Chromophorylation (in Escherichia coli) of allophycocyanin B subunits from far-red light acclimated Chroococcidiopsis thermalis sp. PCC7203.

Cyanobacterial phycobilisomes funnel the harvested light energy to the reaction centers via two terminal emitters, allophycocyanin B and the core-membrane linker. ApcD is the α-subunit of allophycocyanin B responsible for its red-shifted absorbance (λmax 665 nm). Far-red photo-acclimated cyanobacteria contain certain allophycocyanins that show even further red-shifted absorbances (λmax > 700 nm). We studied the chromophorylation of the three far-red induced ApcD subunits ApcD2, ApcD3 and ApcD4 from Chroococcidiopsis thermalis sp. PCC7203 during the expression in E. coli. The complex behavior emphasizes that a variety of factors contribute to the spectral red-shift. Only ApcD2 bound phycocyanobilin covalently at the canonical position C81, while ApcD3 and ApcD4 gave only traces of stable products. The product of ApcD2 was, however, heterogeneous. The major fraction had a broad absorption around 560 nm and double-peaked fluorescence at 615 and 670 nm. A minor fraction was similar to the product of conventional ApcD, with maximal absorbance around 610 nm and fluorescence around 640 nm. The heterogeneity was lost in C65 and C132 variants; in these variants only the conventional product was formed. With ApcD4, a red-shifted product carrying non-covalently bound phycocyanobilin could be detected in the supernatant after cell lysis. While this chromophore was lost during purification, it could be stabilized by co-assembly with a far-red light-induced ß-subunit, ApcB3.
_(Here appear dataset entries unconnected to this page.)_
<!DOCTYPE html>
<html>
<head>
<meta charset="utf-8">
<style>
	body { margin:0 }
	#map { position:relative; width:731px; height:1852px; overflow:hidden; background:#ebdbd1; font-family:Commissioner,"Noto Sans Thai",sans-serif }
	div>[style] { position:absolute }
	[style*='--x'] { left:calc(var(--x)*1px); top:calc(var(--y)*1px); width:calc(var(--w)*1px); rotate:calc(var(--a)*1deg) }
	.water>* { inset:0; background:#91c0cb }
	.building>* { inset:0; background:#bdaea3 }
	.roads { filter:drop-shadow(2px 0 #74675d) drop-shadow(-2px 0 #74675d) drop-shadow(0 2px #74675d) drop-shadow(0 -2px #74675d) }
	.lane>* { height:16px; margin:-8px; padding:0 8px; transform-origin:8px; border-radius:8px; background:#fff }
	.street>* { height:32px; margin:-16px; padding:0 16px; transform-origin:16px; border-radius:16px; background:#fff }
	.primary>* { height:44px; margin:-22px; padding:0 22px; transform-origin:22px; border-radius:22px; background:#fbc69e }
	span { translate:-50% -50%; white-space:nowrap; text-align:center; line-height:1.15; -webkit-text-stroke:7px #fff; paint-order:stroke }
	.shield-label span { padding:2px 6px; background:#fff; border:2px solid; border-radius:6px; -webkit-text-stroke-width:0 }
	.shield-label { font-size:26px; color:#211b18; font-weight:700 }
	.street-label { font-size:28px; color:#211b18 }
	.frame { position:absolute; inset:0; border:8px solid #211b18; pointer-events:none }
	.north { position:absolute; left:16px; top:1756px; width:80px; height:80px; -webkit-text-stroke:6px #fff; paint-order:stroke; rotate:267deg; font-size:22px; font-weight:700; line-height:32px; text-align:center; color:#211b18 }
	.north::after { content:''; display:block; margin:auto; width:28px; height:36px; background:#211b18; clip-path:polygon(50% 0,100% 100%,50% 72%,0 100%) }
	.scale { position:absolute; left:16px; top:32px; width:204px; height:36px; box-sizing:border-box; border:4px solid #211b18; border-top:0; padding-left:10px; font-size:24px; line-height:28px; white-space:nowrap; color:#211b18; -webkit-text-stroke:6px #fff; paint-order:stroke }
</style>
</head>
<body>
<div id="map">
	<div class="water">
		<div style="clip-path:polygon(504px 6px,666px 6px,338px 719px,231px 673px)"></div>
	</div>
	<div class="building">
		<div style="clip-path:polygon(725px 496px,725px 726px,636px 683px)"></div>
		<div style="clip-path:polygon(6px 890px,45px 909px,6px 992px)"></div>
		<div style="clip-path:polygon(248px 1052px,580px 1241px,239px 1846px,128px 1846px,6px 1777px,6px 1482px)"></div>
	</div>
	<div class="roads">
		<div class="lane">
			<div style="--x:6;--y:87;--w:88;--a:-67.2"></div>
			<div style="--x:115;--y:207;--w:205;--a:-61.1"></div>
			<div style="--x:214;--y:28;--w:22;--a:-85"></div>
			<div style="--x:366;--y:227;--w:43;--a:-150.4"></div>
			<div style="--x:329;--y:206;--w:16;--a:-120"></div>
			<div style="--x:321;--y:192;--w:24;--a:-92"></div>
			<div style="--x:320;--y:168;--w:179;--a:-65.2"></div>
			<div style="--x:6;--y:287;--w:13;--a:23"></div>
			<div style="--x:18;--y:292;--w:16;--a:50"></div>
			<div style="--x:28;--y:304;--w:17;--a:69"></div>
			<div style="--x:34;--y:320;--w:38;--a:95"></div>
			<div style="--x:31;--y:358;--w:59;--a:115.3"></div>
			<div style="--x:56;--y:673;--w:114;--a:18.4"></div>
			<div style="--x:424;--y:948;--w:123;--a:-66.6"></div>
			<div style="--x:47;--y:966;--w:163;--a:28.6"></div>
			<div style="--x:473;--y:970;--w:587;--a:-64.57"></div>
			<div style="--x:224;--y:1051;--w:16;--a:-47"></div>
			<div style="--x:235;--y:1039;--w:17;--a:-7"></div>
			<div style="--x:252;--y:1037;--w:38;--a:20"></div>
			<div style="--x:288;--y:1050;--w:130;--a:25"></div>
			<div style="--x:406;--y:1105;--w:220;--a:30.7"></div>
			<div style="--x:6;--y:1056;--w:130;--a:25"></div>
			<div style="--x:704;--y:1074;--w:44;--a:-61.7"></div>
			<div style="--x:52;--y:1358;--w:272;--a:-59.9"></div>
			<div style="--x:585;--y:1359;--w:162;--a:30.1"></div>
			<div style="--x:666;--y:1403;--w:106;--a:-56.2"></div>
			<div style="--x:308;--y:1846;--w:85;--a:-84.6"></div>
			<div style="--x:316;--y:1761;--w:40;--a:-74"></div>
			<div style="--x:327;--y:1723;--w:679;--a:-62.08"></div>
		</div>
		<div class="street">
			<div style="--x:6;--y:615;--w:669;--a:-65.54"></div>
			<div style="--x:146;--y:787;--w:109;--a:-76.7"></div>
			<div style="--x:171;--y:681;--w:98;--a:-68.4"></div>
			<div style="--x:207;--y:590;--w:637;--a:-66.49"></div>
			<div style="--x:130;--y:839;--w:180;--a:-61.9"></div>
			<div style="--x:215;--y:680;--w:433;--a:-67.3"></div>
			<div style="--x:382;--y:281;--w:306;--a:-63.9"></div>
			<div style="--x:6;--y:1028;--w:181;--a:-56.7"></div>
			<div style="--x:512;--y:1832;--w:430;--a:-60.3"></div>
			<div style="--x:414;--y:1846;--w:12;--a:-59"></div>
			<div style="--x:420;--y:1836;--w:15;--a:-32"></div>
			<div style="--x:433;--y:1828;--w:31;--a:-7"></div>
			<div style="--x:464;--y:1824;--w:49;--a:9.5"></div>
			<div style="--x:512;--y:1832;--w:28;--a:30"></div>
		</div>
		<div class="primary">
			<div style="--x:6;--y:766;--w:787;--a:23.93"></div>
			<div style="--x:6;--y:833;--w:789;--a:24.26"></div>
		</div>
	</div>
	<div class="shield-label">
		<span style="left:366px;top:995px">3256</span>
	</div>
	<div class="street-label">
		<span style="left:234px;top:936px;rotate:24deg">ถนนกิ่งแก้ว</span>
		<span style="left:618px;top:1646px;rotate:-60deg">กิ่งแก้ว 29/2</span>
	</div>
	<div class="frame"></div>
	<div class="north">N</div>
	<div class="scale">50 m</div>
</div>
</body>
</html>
Far-red light photoacclimation: Chromophorylation of FR induced α- and ß-subunits of allophycocyanin from Chroococcidiopsis thermalis sp. PCC7203.
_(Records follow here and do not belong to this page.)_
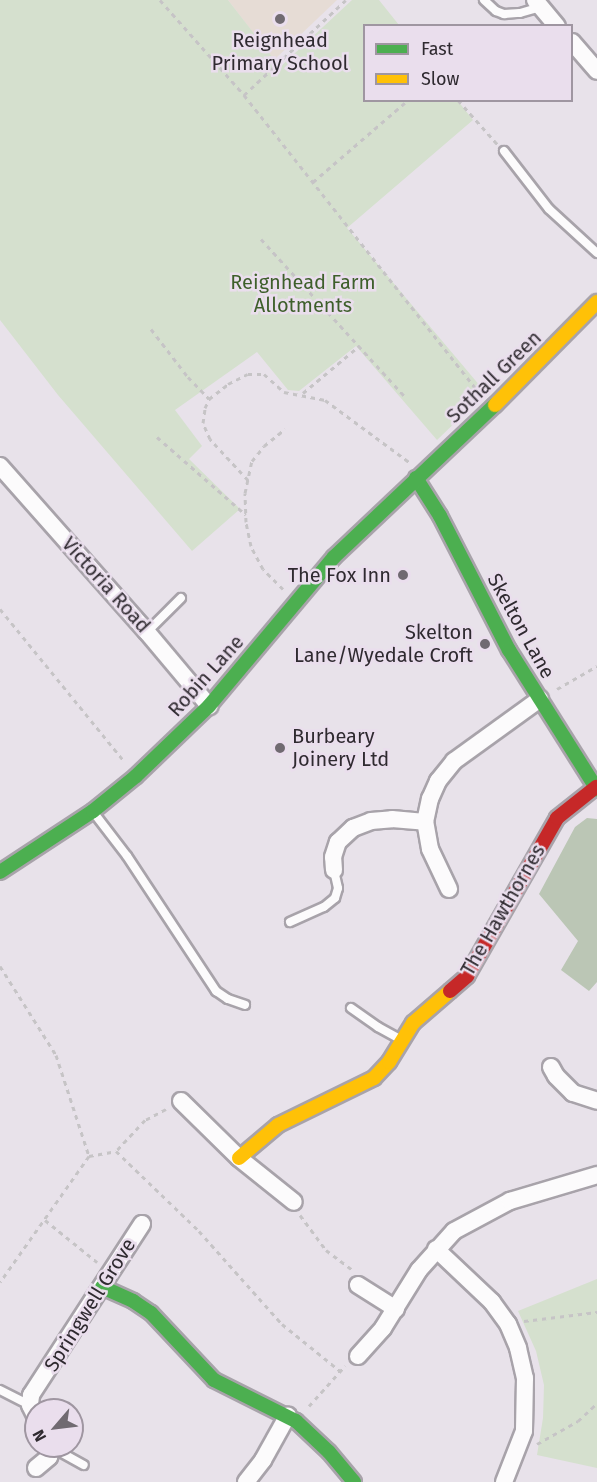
<!DOCTYPE html>
<style>
body{margin:0}
#map{position:relative;width:597px;height:1482px;overflow:hidden;background:#e8e2ea;font-family:"Fira Sans",sans-serif}
div>[style]{position:absolute}
[style*='--x']{left:calc(var(--x)*1px);top:calc(var(--y)*1px);width:calc(var(--w)*1px);rotate:calc(var(--a)*1deg)}
.education>*{inset:0;background:#e6dcd5}
.green>*{inset:0;background:#d5e0ce}
.forest>*{inset:0;background:#bbc6b5}
.path>*{height:3px;margin-top:-1.5px;transform-origin:0;background:repeating-linear-gradient(90deg,#c6c4c6 0 4.5px,transparent 0 9px)}
.roads{filter:drop-shadow(2px 0 #a8a3aa) drop-shadow(-2px 0 #a8a3aa) drop-shadow(0 2px #a8a3aa) drop-shadow(0 -2px #a8a3aa)}
.lane>*{height:8px;margin:-4px;padding:0 4px;transform-origin:4px;border-radius:4px;background:#fcfbfc}
.street>*{height:16px;margin:-8px;padding:0 8px;transform-origin:8px;border-radius:8px;background:#fcfbfc}
.fast>*{height:14px;margin:-7px;padding:0 7px;transform-origin:7px;border-radius:7px;background:#4caf50}
.slow>*{height:14px;margin:-7px;padding:0 7px;transform-origin:7px;border-radius:7px;background:#ffc107}
.jam>*{height:14px;margin:-7px;padding:0 7px;transform-origin:7px;border-radius:7px;background:#c62828}
.dots>*{width:16px;height:16px;translate:-50% -50%;box-sizing:border-box;border:3px solid #eadeed;border-radius:50%}
span{translate:-50% -50%;white-space:nowrap;text-align:center;line-height:1.15;-webkit-text-stroke:5px #eadeed;paint-order:stroke}
.poi-label{font-size:20px;color:#2f2a30}
.right{translate:-100% -50%;text-align:right}
.left{translate:0 -50%;text-align:left}
.park-label{font-size:20px;color:#3e5f2b}
.street-label{font-size:20px;color:#2f2a30}
.legend{position:absolute;left:363px;top:24px;width:210px;height:78px;box-sizing:border-box;background:#eadeed;border:2px solid #9f96a1;margin:0;padding:8px 10px;list-style:none;font-size:18px;color:#2f2a30}
.legend li{display:flex;align-items:center;gap:12px;height:30px}
.legend b{width:30px;border:2px solid #9f96a1}
.north{position:absolute;left:24px;top:1398px;width:60px;height:60px;box-sizing:border-box;background:#eadeed;border:2px solid #9f96a1;border-radius:50%;rotate:242deg;font-size:16px;font-weight:700;line-height:24px;text-align:center;color:#2f2a30}
.north::after{content:'';display:block;margin:auto;width:21px;height:27px;background:#706a71;clip-path:polygon(50% 0,100% 100%,50% 72%,0 100%)}
</style>
<div id="map">
<div class="education">
<div style="clip-path:polygon(228px 0,337px 0,274px 60px)"></div>
</div>
<div class="green">
<div style="clip-path:polygon(0 0,228px 0,280px 67px,352px 0,379px 0,399px 25px,364px 26px,364px 100px,458px 101px,473px 120px,347px 228px,486px 393px,437px 440px,356px 346px,299px 391px,288px 390px,257px 352px,175px 410px,202px 446px,189px 459px,240px 509px,192px 551px,58px 395px,0 320px)"></div>
<div style="clip-path:polygon(597px 1279px,597px 1468px,537px 1455px,543px 1418px,544px 1385px,536px 1351px,518px 1311px)"></div>
</div>
<div class="forest">
<div style="clip-path:polygon(587px 818px,597px 819px,597px 982px,589px 991px,561px 970px,578px 941px,539px 894px,575px 827px)"></div>
</div>
<div class="path">
<div style="--x:160;--y:0;--w:127;--a:48.5"></div>
<div style="--x:244;--y:95;--w:381;--a:51.7"></div>
<div style="--x:244;--y:95;--w:139;--a:-43"></div>
<div style="--x:458;--y:100;--w:59;--a:48.4"></div>
<div style="--x:313;--y:182;--w:125;--a:-40.8"></div>
<div style="--x:261;--y:239;--w:215;--a:47.6"></div>
<div style="--x:151;--y:329;--w:61;--a:52.4"></div>
<div style="--x:188;--y:377;--w:30;--a:46"></div>
<div style="--x:303;--y:393;--w:73;--a:-40"></div>
<div style="--x:157;--y:437;--w:118;--a:41.2"></div>
<div style="--x:248;--y:480;--w:56;--a:-132.8"></div>
<div style="--x:210;--y:439;--w:17;--a:-114"></div>
<div style="--x:203;--y:423;--w:15;--a:-82"></div>
<div style="--x:205;--y:408;--w:10;--a:-66"></div>
<div style="--x:209;--y:399;--w:24;--a:-38"></div>
<div style="--x:228;--y:384;--w:22;--a:-27"></div>
<div style="--x:248;--y:374;--w:16;--a:0"></div>
<div style="--x:264;--y:374;--w:27;--a:42"></div>
<div style="--x:284;--y:392;--w:42;--a:11"></div>
<div style="--x:325;--y:400;--w:104;--a:36.4"></div>
<div style="--x:283;--y:589;--w:28;--a:-135"></div>
<div style="--x:263;--y:569;--w:26;--a:-118"></div>
<div style="--x:251;--y:546;--w:25;--a:-102"></div>
<div style="--x:246;--y:522;--w:29;--a:-92"></div>
<div style="--x:245;--y:493;--w:33;--a:-78"></div>
<div style="--x:252;--y:461;--w:19;--a:-51"></div>
<div style="--x:264;--y:446;--w:27;--a:-39"></div>
<div style="--x:0;--y:609;--w:196;--a:50.8"></div>
<div style="--x:557;--y:689;--w:46;--a:-29.9"></div>
<div style="--x:0;--y:966;--w:105;--a:57.8"></div>
<div style="--x:56;--y:1055;--w:106;--a:71.9"></div>
<div style="--x:89;--y:1156;--w:154;--a:125.2"></div>
<div style="--x:166;--y:1109;--w:24;--a:152"></div>
<div style="--x:145;--y:1120;--w:42;--a:133.1"></div>
<div style="--x:116;--y:1151;--w:115;--a:43.9"></div>
<div style="--x:199;--y:1231;--w:125;--a:48.3"></div>
<div style="--x:282;--y:1324;--w:75;--a:39"></div>
<div style="--x:89;--y:1156;--w:27;--a:-10"></div>
<div style="--x:300;--y:1215;--w:44;--a:53.4"></div>
<div style="--x:326;--y:1250;--w:34;--a:37"></div>
<div style="--x:45;--y:1220;--w:67;--a:38.9"></div>
<div style="--x:524;--y:1321;--w:74;--a:-7"></div>
<div style="--x:309;--y:1406;--w:54;--a:-48"></div>
<div style="--x:537;--y:1444;--w:47;--a:-29.3"></div>
<div style="--x:578;--y:1421;--w:26;--a:-43"></div>
</div>
<div class="roads">
<div class="lane">
<div style="--x:484;--y:0;--w:16;--a:43"></div>
<div style="--x:496;--y:11;--w:9;--a:21"></div>
<div style="--x:504;--y:14;--w:16;--a:-4"></div>
<div style="--x:520;--y:13;--w:22;--a:-16"></div>
<div style="--x:504;--y:151;--w:73;--a:52.2"></div>
<div style="--x:549;--y:209;--w:65;--a:42.5"></div>
<div style="--x:147;--y:632;--w:48;--a:-45"></div>
<div style="--x:94;--y:813;--w:54;--a:52.5"></div>
<div style="--x:127;--y:856;--w:162;--a:56.6"></div>
<div style="--x:216;--y:991;--w:14;--a:34"></div>
<div style="--x:228;--y:999;--w:18;--a:19"></div>
<div style="--x:290;--y:922;--w:37;--a:-24"></div>
<div style="--x:324;--y:907;--w:14;--a:-39"></div>
<div style="--x:335;--y:898;--w:10;--a:-73"></div>
<div style="--x:338;--y:888;--w:18;--a:-103"></div>
<div style="--x:351;--y:1008;--w:33;--a:35"></div>
<div style="--x:378;--y:1027;--w:26;--a:29"></div>
<div style="--x:0;--y:1390;--w:34;--a:27"></div>
<div style="--x:53;--y:1448;--w:35;--a:29"></div>
</div>
<div class="street">
<div style="--x:535;--y:0;--w:34;--a:50"></div>
<div style="--x:572;--y:42;--w:38;--a:49"></div>
<div style="--x:0;--y:466;--w:222;--a:48.5"></div>
<div style="--x:147;--y:632;--w:97;--a:50"></div>
<div style="--x:334;--y:870;--w:13;--a:-94"></div>
<div style="--x:333;--y:857;--w:16;--a:-72"></div>
<div style="--x:338;--y:842;--w:21;--a:-43"></div>
<div style="--x:353;--y:828;--w:19;--a:-21"></div>
<div style="--x:371;--y:821;--w:21;--a:-5"></div>
<div style="--x:392;--y:819;--w:33;--a:5"></div>
<div style="--x:449;--y:889;--w:44;--a:-115.4"></div>
<div style="--x:430;--y:849;--w:27;--a:-100"></div>
<div style="--x:425;--y:822;--w:24;--a:-78"></div>
<div style="--x:430;--y:799;--w:20;--a:-66"></div>
<div style="--x:438;--y:781;--w:26;--a:-51"></div>
<div style="--x:454;--y:761;--w:106;--a:-35.8"></div>
<div style="--x:551;--y:1067;--w:10;--a:61"></div>
<div style="--x:556;--y:1076;--w:24;--a:45"></div>
<div style="--x:573;--y:1093;--w:25;--a:18"></div>
<div style="--x:181;--y:1101;--w:81;--a:44.5"></div>
<div style="--x:239;--y:1158;--w:70;--a:38.7"></div>
<div style="--x:436;--y:1249;--w:77;--a:43.4"></div>
<div style="--x:492;--y:1302;--w:27;--a:54"></div>
<div style="--x:508;--y:1324;--w:26;--a:67"></div>
<div style="--x:518;--y:1348;--w:31;--a:77"></div>
<div style="--x:525;--y:1378;--w:53;--a:91.1"></div>
<div style="--x:524;--y:1431;--w:55;--a:111.4"></div>
<div style="--x:358;--y:1285;--w:45;--a:32.3"></div>
<div style="--x:358;--y:1356;--w:38;--a:-48"></div>
<div style="--x:383;--y:1328;--w:68;--a:-58.2"></div>
<div style="--x:419;--y:1270;--w:52;--a:-48.1"></div>
<div style="--x:454;--y:1231;--w:64;--a:-28.2"></div>
<div style="--x:510;--y:1201;--w:91;--a:-16.6"></div>
<div style="--x:36;--y:1417;--w:13;--a:-117"></div>
<div style="--x:30;--y:1405;--w:10;--a:-84"></div>
<div style="--x:31;--y:1395;--w:204;--a:-57"></div>
<div style="--x:36;--y:1468;--w:17;--a:-40"></div>
<div style="--x:49;--y:1457;--w:12;--a:-70"></div>
<div style="--x:246;--y:1482;--w:28;--a:-52"></div>
<div style="--x:263;--y:1460;--w:51;--a:-60.9"></div>
</div>
<div class="fast">
<div style="--x:416;--y:478;--w:45;--a:57.7"></div>
<div style="--x:440;--y:516;--w:151;--a:62.8"></div>
<div style="--x:509;--y:650;--w:165;--a:57.7"></div>
<div style="--x:0;--y:872;--w:111;--a:-33.3"></div>
<div style="--x:93;--y:811;--w:55;--a:-39.1"></div>
<div style="--x:136;--y:776;--w:101;--a:-43.8"></div>
<div style="--x:209;--y:706;--w:194;--a:-50"></div>
<div style="--x:334;--y:557;--w:221;--a:-43.4"></div>
<div style="--x:102;--y:1287;--w:34;--a:24"></div>
<div style="--x:133;--y:1301;--w:22;--a:34"></div>
<div style="--x:151;--y:1313;--w:92;--a:46.8"></div>
<div style="--x:214;--y:1380;--w:92;--a:26.6"></div>
<div style="--x:296;--y:1421;--w:45;--a:43.2"></div>
<div style="--x:329;--y:1452;--w:39;--a:50"></div>
</div>
<div class="slow">
<div style="--x:495;--y:405;--w:145;--a:-45.3"></div>
<div style="--x:239;--y:1158;--w:51;--a:-40.2"></div>
<div style="--x:278;--y:1125;--w:107;--a:-26.1"></div>
<div style="--x:374;--y:1078;--w:22;--a:-47"></div>
<div style="--x:389;--y:1062;--w:46;--a:-58.4"></div>
<div style="--x:413;--y:1023;--w:49;--a:-40.9"></div>
</div>
<div class="jam">
<div style="--x:450;--y:991;--w:23;--a:-41"></div>
<div style="--x:467;--y:976;--w:182;--a:-60.3"></div>
<div style="--x:557;--y:818;--w:50;--a:-38.5"></div>
</div>
</div>
<div class="dots">
<div style="left:280px;top:19px;background:#706a71"></div>
<div style="left:403px;top:575px;background:#706a71"></div>
<div style="left:485px;top:644px;background:#706a71"></div>
<div style="left:280px;top:748px;background:#706a71"></div>
</div>
<div class="poi-label">
<span style="left:280px;top:52px">Reignhead<br>Primary School</span>
<span class="right" style="left:391px;top:575px">The Fox Inn</span>
<span class="right" style="left:473px;top:644px">Skelton<br>Lane/Wyedale Croft</span>
<span class="left" style="left:292px;top:748px">Burbeary<br>Joinery Ltd</span>
</div>
<div class="park-label">
<span style="left:303px;top:294px">Reignhead Farm<br>Allotments</span>
</div>
<div class="street-label">
<span style="left:494px;top:377px;rotate:-44deg">Sothall Green</span>
<span style="left:106px;top:585px;rotate:48deg">Victoria Road</span>
<span style="left:521px;top:626px;rotate:61deg">Skelton Lane</span>
<span style="left:206px;top:676px;rotate:-48deg">Robin Lane</span>
<span style="left:503px;top:910px;rotate:-60deg">The Hawthornes</span>
<span style="left:90px;top:1305px;rotate:-58deg">Springwell Grove</span>
</div>
<ul class="legend">
<li><b style="height:8px;background:#4caf50"></b>Fast</li>
<li><b style="height:8px;background:#ffc107"></b>Slow</li>
</ul>
<div class="north">N</div>
</div>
Cyanobacterial light-harvesting complexes, phycobilisomes, can undergo extensive remodeling under varying light conditions. Acclimation to far-red light involves not only generation of red-shifted chlorophylls in the photosystems, but also induction of additional copies of core biliproteins that have been related to red-shifted components of the phycobilisome (Gan et al., Life 5, 4, 2015). We are studying the molecular basis for these acclimations in Chroococcidiopsis thermalis sp. PCC7203. Five far-red induced allophycocyanin subunits (ApcA2, ApcA3, ApcB2, ApcB3 and ApcF2) were expressed in Escherichia coli, together with S-type chromophore-protein lyases and in situ generated chromophore, phycocyanobilin. Only one subunit, ApcF2, shows an unusual red-shift (λAmax~675nm, λFmax~698nm): it binds the chromophore non-covalently, thereby preserving its full conjugation length. This mechanism operates also in two Cys-variants of the induced subunits of bulky APC. All other wild-type subunits bind phycocyanobilin covalently to the conventional Cys-81 under catalysis of the lyase, CpcS1. Although three of them also show binding to additional cysteines, all absorb and fluoresce similar to conventional APC subunits (λAmax~610nm, λFmax~640nm). Another origin of red-shifted complexes was identified, however, when different wild-type α- and ß-subunits of the far-red induced bulky APC were combined in a combinatorial fashion. Strongly red-shifted complexes (λFmax≤722nm) were formed when the α-subunit, PCB-ApcA2, and the ß-subunit, PCB-ApcB2, were generated together in E. coli. This extreme aggregation-induced red-shift of ~90nm of covalently bound chromophores is reminiscent, but much larger, than the ~30nm observed with conventional APC.